* [THE DATA]:

= Beginning of Section =

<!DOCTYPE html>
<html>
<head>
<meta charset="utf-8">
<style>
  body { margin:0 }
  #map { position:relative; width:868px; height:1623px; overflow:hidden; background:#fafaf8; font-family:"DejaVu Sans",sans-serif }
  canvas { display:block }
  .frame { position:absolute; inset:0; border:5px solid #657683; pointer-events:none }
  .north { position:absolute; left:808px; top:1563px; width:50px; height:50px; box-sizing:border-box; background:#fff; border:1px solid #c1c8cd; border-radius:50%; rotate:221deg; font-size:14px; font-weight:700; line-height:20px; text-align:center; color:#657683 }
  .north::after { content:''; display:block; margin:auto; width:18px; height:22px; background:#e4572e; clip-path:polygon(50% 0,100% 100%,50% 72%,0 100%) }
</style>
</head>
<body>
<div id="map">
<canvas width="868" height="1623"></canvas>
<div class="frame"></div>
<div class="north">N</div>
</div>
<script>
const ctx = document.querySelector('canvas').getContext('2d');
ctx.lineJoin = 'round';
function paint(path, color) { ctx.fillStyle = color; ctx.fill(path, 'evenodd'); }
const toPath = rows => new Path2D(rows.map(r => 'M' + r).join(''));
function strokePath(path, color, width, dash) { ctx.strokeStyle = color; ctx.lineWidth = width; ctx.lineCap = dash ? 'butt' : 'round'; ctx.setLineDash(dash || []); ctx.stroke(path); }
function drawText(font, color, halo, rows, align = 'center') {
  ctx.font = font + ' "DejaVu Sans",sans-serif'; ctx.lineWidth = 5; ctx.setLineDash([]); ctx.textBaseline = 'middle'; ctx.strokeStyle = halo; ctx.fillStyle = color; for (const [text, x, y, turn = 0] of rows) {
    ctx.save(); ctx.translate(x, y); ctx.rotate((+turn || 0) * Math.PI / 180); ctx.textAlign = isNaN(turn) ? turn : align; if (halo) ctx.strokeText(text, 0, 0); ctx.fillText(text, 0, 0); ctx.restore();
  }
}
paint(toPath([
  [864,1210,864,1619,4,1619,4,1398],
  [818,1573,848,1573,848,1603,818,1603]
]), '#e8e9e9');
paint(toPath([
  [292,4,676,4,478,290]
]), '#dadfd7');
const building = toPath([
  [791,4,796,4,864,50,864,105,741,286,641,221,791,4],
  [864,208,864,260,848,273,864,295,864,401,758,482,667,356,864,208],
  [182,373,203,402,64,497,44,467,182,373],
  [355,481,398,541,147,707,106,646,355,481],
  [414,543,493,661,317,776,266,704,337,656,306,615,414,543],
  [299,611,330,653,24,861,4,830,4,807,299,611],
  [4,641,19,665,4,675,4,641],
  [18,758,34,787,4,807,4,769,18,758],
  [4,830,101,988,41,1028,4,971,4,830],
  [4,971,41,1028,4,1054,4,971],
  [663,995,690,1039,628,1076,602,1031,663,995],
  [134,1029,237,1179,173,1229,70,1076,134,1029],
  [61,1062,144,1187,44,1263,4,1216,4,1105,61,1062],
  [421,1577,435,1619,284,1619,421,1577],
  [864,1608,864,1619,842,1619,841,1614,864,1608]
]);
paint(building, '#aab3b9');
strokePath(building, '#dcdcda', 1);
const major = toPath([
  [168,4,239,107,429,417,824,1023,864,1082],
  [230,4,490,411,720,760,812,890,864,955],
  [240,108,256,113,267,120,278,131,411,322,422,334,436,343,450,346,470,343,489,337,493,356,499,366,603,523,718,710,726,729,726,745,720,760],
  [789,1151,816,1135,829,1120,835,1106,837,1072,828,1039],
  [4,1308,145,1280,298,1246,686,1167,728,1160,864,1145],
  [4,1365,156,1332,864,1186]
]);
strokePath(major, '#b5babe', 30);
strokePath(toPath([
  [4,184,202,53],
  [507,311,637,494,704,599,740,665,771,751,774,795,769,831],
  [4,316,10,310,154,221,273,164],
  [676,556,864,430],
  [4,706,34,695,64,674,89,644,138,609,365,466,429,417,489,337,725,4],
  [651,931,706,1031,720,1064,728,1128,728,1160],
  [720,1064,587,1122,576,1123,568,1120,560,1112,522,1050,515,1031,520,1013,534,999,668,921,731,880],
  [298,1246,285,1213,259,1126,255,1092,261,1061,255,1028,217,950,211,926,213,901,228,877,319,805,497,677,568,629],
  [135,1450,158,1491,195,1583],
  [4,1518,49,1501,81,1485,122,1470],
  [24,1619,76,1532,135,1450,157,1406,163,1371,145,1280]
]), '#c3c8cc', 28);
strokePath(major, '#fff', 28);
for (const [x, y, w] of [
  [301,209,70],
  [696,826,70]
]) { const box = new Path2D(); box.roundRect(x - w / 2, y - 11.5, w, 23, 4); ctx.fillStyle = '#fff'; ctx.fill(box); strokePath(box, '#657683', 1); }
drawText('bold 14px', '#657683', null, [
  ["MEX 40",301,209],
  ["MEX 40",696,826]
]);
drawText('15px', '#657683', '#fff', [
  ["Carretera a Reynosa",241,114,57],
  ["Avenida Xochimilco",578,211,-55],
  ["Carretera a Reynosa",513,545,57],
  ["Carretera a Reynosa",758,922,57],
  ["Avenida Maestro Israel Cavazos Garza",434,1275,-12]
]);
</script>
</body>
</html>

= End of Section =

* [WHAT THE TASK REQUIRES]: Your task is to set down again, exactly, every line from the beginning of the listing through the line with "position:absolute; inset:0; border:5px".

* [RESULT OF THE EXERCISE]:
<!DOCTYPE html>
<html>
<head>
<meta charset="utf-8">
<style>
  body { margin:0 }
  #map { position:relative; width:868px; height:1623px; overflow:hidden; background:#fafaf8; font-family:"DejaVu Sans",sans-serif }
  canvas { display:block }
  .frame { position:absolute; inset:0; border:5px solid #657683; pointer-events:none }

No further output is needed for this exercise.